While I waited for the book to arrive, I chased after some other Muir quotes, and I pursued another question: Muir famously slid down the wall of Yosemite Valley in a snow avalanche ride. When did that ride take place? And where? I now have a good idea, although I'll never be certain.

This afternoon, the Reinhabiting . . . book arrived. I wasn't hopeful: I thought it would simply give the quote without a source yet again. But I turned to page 52 and found an essay by Albert Saijo concerning "Me, Muir, and Sierra Nevada". Saijo describes Muir's copy of volume I of Prose Works by Ralph Waldo Emerson, and says (on page 55) that Muir wrote on his copy the sentence:

"Between every two pine trees there is a door leading to a new way of life."

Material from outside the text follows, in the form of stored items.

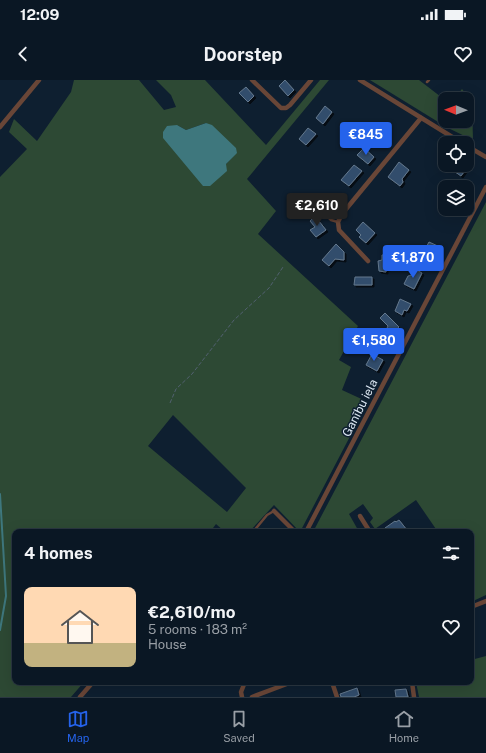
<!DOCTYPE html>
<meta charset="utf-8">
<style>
body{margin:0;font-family:"Public Sans",sans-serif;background:#182431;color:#f1f3f6;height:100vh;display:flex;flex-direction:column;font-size:15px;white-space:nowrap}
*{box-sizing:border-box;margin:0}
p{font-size:13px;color:#999fa6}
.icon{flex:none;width:22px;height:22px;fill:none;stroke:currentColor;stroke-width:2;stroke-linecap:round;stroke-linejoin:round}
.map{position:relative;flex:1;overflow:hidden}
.drawer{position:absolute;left:12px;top:449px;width:462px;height:156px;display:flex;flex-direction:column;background:#0a1724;border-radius:8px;box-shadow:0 4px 16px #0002,0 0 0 1px #2a3641}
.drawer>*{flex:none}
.needle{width:26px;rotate:271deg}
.fabs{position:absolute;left:438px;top:12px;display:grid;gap:8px}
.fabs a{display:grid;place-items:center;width:36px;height:36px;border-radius:8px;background:#0a1724;box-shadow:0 4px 16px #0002,0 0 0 1px #2a3641;font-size:20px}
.price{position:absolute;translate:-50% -34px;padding:0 9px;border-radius:4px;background:#2563eb;color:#fff;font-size:13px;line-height:26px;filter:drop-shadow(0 1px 2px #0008)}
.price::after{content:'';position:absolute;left:50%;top:24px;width:12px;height:9px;margin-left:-6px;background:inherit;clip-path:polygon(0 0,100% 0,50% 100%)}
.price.on{background:#222;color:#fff}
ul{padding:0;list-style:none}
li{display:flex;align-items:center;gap:12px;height:100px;padding:0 12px}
li span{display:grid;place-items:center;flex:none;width:112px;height:80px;border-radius:8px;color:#555}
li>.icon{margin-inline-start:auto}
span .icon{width:48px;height:48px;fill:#fffc;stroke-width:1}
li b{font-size:17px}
h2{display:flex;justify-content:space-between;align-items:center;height:48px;padding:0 12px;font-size:17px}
.status{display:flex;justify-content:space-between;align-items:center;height:28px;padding:0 20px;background:#0a1724;direction:ltr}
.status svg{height:11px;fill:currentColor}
header{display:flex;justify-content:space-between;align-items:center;height:52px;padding:0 12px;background:#0a1724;font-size:18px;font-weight:700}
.tab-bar{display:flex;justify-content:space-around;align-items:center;height:56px;border-top:1px solid #2a3641;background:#0a1724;font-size:11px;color:#999fa6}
.tab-bar a{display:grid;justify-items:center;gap:2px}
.tab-bar .on{color:#2563eb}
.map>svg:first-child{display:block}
.green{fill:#2d4934;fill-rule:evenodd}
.water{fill:#3e777d}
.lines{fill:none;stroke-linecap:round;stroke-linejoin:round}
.stream{stroke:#3e777d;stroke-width:2}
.building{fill:#324e6c;stroke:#64788d;filter:url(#shadow)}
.path{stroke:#526170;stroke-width:1;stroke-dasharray:4 2;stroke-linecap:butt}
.service{stroke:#694637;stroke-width:2.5}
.minor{stroke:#694637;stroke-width:4.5}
.labels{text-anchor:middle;stroke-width:3;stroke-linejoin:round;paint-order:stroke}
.street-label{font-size:12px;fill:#dce7f2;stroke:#0e1f30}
</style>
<div class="status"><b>12:09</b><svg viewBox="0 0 49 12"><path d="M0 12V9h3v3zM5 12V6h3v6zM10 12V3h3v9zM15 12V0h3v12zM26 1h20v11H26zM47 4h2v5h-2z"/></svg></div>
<header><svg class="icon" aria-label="back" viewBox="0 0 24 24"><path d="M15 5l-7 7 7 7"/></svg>Doorstep<svg class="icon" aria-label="heart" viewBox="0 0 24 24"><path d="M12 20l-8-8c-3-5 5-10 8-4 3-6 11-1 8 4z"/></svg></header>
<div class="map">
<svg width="486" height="617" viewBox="0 0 486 617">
<defs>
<filter id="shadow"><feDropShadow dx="2" dy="2" stdDeviation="0" flood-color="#0009"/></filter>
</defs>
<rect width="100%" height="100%" fill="#0e1f30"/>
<g class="green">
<path d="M 74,0 L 139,0 L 164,30 L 176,27 L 171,15 L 156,0 L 205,0 L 266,65 L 320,0 L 329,0 L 247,99 L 276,131 L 258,154 L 358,246 L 339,280 L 351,287 L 342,310 L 368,322 L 300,452 L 274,425 L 249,452 L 225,452 L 216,444 L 210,452 L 15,452 L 15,602 L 84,602 L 71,617 L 0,617 L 0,97 L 27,69 L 9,52 L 14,39 L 37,61 L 71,12 ZM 206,43 L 236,73 L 226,84 L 177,45 L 186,50 ZM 173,335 L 246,408 L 227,432 L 148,366 Z"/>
<polygon points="370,0 419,0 445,20 445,41 467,41 467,19 454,19 462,9 472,22 473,60 448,48"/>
<polygon points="486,122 486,515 471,522 471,452 438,452 416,420 375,449 370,442 373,438 363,424 349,434 358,450 362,448 365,452 313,452"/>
<polygon points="486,576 486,617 419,617 416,602 471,602 471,580"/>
</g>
<polygon class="water" points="206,43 212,45 236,68 237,73 226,84 227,91 210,106 203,106 163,58 163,52 167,46 177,45 186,50"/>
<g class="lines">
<polyline class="stream" points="0,414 6,516 0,550"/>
</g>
<g class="building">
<polygon points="285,0 294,10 288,16 279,6"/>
<polygon points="246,7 254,16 248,22 239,13"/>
<polygon points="325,26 332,32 323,44 316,38"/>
<polygon points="308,48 316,54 306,65 299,59"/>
<polygon points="364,68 374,77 368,84 357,75"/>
<polygon points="399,82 409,90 402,99 403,102 400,106 388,97"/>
<polygon points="354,85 362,91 349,106 341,100"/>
<polygon points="453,85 469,85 461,96 451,89"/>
<polygon points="305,119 308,132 298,134 295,121"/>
<polygon points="315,136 326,150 316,157 310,150 315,147 310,141"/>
<polygon points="363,142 375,153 366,163 359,157 361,155 356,150"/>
<polygon points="429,162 440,167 435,176 424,171"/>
<polygon points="336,164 344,172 344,180 335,179 329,186 322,180"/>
<polygon points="392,174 393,188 386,189 386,192 379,191 378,181 382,180 382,175"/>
<polygon points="415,189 422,193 414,209 404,204 408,196 412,195"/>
<polygon points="355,197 372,197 372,205 354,205"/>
<polygon points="400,219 411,224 407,231 404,230 402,235 395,231"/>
<polygon points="385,233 399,247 392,254 388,262 382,259 388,246 380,238"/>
<polygon points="372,274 383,280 377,291 366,285"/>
<polygon points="399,440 407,450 404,452 388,452 385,448 395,441 396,442"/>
<polygon points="357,608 359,615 354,617 341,617 340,614"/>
<polygon points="406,609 408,617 396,617 395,610"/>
</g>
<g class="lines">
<polyline class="path" points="170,323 176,309 192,294 234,240 269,208 283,187"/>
<g class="service">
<polyline points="427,2 429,0"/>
<polyline points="321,130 331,140 338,142"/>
<polyline points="253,452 267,435 274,431"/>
</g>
<g class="minor">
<polyline points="252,0 281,28 286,28 290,25 311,0"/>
<polyline points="360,0 462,63"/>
<polyline points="0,47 39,0"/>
<polyline points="467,66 486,77"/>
<polyline points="368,181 339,150 338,142 342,134 421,38"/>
<polyline points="274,431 295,452"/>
<polyline points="360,436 370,452"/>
<polyline points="306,452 486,107"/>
<polyline points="471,527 486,521"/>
<polyline points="332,602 337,617"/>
<polyline points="412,602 414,617"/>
<polyline points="80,617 93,602"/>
<polyline points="242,617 241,612 245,602"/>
<polyline points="252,617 292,602"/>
</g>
</g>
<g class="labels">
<g class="street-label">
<text transform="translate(360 328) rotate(-63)" y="4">Ganību iela</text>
</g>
</g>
</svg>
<div class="fabs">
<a><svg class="needle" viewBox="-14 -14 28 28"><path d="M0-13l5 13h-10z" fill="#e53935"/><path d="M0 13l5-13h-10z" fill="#999fa6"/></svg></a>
<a><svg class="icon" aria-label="locate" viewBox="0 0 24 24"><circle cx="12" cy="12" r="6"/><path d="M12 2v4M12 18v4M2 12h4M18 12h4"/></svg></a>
<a><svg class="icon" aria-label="layers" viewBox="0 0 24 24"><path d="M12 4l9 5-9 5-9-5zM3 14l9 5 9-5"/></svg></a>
</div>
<b class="price" style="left:366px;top:76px">€845</b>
<b class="price on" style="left:317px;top:147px">€2,610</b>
<b class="price" style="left:413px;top:199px">€1,870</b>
<b class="price" style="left:374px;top:282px">€1,580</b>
<section class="drawer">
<h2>4 homes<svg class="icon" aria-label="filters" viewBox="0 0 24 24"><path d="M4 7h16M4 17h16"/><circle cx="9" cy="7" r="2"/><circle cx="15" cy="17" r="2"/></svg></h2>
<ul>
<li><span style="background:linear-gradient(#ffd9b3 70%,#c2b280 0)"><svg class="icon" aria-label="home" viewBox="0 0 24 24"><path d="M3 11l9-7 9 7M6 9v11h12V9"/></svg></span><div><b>€2,610/mo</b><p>5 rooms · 183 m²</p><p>House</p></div><svg class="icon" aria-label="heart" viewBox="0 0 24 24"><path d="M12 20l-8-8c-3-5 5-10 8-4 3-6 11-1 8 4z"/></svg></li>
</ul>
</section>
</div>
<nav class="tab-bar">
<a class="on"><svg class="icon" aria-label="map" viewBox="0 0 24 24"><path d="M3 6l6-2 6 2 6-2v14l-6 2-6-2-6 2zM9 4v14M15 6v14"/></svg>Map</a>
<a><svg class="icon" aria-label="saved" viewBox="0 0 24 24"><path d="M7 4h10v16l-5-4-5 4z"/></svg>Saved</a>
<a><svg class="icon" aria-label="home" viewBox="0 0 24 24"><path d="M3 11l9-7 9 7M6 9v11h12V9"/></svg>Home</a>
</nav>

Saijo locates this volume in the Beinecke Rare Book and Manuscript Library at Yale University, and sure enough I was able to look up the book using Yale's computerized catalog. It has call number "BEIN Za Em34 C869 Copy 3". According to Ronald Limbaugh's essay "John Muir & his Reading Interests" (John Muir Newsletter, volume 13, number 4, fall 2003), this volume was inherited by John Muir's daughter Helen Muir Funk. In 1926, she gave it to a friend, who in turn gave it to Yale.

For the time being, my excursion into John Muir quotes is over. It's been fun, but I'm moving on.